RECORD EXTRACTS Block Start
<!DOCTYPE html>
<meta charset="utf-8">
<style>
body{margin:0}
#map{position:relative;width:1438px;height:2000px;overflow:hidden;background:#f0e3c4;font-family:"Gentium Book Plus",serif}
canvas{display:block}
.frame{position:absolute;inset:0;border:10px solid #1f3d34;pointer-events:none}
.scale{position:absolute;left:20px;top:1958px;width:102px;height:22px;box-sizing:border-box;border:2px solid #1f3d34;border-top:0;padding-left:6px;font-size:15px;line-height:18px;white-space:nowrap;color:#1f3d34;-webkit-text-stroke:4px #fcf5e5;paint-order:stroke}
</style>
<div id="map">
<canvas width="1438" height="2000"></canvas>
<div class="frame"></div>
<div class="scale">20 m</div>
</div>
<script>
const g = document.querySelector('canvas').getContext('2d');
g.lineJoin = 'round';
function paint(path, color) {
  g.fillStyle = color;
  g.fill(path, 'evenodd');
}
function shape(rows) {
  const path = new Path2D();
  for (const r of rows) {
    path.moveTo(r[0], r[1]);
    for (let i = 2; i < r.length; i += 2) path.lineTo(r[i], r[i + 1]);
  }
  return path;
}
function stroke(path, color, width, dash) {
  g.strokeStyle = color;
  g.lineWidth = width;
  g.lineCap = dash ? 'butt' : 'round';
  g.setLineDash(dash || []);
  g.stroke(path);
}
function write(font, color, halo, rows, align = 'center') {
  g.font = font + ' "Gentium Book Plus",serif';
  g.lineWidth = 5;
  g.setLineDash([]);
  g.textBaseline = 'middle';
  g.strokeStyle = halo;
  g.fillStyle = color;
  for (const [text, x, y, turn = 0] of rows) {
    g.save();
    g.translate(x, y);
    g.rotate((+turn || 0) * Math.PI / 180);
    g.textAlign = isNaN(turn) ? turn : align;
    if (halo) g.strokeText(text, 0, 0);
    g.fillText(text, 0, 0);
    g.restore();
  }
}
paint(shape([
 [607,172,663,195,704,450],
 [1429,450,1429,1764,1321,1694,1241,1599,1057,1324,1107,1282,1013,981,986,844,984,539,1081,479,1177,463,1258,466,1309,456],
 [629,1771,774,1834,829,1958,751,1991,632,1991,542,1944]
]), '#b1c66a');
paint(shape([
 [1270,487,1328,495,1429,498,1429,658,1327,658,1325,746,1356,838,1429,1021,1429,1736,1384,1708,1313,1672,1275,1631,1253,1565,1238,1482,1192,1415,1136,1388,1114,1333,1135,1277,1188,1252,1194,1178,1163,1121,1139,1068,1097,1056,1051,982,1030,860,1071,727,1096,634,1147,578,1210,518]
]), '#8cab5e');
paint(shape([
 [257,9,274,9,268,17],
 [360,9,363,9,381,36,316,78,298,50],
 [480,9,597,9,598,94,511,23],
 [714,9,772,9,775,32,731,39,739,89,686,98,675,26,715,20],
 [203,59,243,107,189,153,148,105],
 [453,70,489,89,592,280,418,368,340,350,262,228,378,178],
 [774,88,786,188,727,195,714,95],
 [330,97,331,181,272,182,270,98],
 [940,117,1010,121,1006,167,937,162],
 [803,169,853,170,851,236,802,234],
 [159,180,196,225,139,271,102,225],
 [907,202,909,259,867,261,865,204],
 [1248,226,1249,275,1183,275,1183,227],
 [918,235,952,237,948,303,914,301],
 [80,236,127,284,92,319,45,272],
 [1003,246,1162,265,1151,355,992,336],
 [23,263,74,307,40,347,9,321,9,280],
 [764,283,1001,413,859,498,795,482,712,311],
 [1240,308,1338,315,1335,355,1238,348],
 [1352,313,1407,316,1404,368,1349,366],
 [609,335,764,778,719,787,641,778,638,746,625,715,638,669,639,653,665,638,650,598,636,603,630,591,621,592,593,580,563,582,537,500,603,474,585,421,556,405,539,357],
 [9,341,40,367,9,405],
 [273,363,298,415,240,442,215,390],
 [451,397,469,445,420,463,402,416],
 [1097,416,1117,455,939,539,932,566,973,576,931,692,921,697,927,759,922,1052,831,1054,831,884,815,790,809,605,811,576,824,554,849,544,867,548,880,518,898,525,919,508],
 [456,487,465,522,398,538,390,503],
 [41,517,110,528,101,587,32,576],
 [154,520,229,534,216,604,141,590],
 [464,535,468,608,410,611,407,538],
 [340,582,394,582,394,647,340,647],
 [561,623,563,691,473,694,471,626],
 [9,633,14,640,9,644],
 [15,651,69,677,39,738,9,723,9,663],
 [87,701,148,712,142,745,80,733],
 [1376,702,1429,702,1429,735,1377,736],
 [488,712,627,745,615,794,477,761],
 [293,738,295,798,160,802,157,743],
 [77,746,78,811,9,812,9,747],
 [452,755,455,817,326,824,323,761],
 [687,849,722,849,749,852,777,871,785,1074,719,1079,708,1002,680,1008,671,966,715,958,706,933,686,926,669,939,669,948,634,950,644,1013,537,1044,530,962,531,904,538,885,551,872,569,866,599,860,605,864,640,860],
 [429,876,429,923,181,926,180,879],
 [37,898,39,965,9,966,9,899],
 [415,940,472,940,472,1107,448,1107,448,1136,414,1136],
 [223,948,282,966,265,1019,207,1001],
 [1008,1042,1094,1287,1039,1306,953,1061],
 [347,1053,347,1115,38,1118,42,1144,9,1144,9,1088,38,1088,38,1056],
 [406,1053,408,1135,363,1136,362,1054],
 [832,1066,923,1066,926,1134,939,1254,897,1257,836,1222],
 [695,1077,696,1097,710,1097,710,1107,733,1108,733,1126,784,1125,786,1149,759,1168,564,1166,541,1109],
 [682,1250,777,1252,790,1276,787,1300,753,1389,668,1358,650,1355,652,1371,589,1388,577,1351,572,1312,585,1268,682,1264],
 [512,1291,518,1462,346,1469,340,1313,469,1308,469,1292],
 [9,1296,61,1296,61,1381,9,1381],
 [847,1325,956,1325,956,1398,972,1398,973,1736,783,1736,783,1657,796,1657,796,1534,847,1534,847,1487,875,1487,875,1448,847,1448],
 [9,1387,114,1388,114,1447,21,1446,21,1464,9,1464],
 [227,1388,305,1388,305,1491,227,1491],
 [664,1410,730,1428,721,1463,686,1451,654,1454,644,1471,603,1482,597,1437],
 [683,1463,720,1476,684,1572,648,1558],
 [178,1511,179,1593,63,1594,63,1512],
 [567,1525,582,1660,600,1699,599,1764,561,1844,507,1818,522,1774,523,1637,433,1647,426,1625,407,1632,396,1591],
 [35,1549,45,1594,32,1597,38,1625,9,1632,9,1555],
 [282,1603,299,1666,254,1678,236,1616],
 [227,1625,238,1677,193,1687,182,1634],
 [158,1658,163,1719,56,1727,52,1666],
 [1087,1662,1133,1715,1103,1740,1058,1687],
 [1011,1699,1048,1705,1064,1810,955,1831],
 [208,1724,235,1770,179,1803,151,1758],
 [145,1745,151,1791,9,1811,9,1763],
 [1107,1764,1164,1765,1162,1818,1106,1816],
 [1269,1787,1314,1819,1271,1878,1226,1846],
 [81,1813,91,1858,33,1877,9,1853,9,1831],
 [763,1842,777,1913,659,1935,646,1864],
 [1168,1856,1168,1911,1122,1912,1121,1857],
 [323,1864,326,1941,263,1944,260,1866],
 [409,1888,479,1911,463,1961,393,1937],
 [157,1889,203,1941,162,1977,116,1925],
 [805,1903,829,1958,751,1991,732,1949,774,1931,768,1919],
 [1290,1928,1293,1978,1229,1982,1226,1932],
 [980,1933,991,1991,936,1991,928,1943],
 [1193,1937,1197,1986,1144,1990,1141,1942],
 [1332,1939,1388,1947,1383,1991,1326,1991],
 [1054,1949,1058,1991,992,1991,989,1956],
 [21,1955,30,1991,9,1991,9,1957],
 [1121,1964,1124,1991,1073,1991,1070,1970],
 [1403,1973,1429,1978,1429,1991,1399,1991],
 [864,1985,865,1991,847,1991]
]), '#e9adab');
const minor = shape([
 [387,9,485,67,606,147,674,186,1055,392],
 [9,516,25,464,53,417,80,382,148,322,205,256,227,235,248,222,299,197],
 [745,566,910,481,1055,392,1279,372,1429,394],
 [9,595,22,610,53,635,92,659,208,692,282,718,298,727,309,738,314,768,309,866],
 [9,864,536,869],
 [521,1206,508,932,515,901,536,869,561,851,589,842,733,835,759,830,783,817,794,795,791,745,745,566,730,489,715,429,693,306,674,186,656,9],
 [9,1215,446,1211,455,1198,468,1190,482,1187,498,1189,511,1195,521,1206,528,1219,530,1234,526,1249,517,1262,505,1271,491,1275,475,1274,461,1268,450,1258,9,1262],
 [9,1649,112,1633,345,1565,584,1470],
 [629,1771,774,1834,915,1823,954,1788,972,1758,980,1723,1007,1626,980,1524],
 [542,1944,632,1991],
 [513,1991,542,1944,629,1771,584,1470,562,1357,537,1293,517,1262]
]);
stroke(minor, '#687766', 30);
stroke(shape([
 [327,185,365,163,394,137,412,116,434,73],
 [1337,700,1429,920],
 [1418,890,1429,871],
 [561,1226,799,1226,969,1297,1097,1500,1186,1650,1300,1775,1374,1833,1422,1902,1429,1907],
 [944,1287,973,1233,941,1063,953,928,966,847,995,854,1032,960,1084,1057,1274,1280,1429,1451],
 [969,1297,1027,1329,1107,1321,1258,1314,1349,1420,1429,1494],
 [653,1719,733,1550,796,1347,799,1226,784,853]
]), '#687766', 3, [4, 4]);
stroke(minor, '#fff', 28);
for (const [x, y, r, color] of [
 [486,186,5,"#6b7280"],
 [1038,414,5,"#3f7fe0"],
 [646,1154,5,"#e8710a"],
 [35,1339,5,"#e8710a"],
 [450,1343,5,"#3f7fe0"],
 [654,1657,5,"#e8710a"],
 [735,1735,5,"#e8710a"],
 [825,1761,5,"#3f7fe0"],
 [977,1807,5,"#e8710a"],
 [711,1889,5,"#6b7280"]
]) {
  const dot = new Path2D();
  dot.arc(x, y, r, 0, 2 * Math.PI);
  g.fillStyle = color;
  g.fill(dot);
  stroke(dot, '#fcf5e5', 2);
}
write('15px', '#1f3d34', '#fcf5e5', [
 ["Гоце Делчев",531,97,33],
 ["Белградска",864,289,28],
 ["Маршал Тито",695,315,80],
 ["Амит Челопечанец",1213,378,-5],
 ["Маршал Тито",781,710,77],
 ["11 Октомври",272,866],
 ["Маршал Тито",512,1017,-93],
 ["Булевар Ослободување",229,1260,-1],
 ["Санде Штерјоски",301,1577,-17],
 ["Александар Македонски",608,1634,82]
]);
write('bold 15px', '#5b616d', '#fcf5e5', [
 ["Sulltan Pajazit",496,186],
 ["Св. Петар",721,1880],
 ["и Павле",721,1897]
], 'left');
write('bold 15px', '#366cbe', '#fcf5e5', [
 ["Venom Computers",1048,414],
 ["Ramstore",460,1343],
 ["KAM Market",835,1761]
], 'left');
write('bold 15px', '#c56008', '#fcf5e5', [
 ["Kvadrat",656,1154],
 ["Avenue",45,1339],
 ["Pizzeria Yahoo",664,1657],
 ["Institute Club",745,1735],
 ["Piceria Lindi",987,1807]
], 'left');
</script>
RECORD EXTRACTS Block End
DESCRIPTION OF THE TASK: Which lines of the records above hold the word "strokeStyle"? Copy each of them.

RESPONSE BOX:
  g.strokeStyle = color;
  g.strokeStyle = halo;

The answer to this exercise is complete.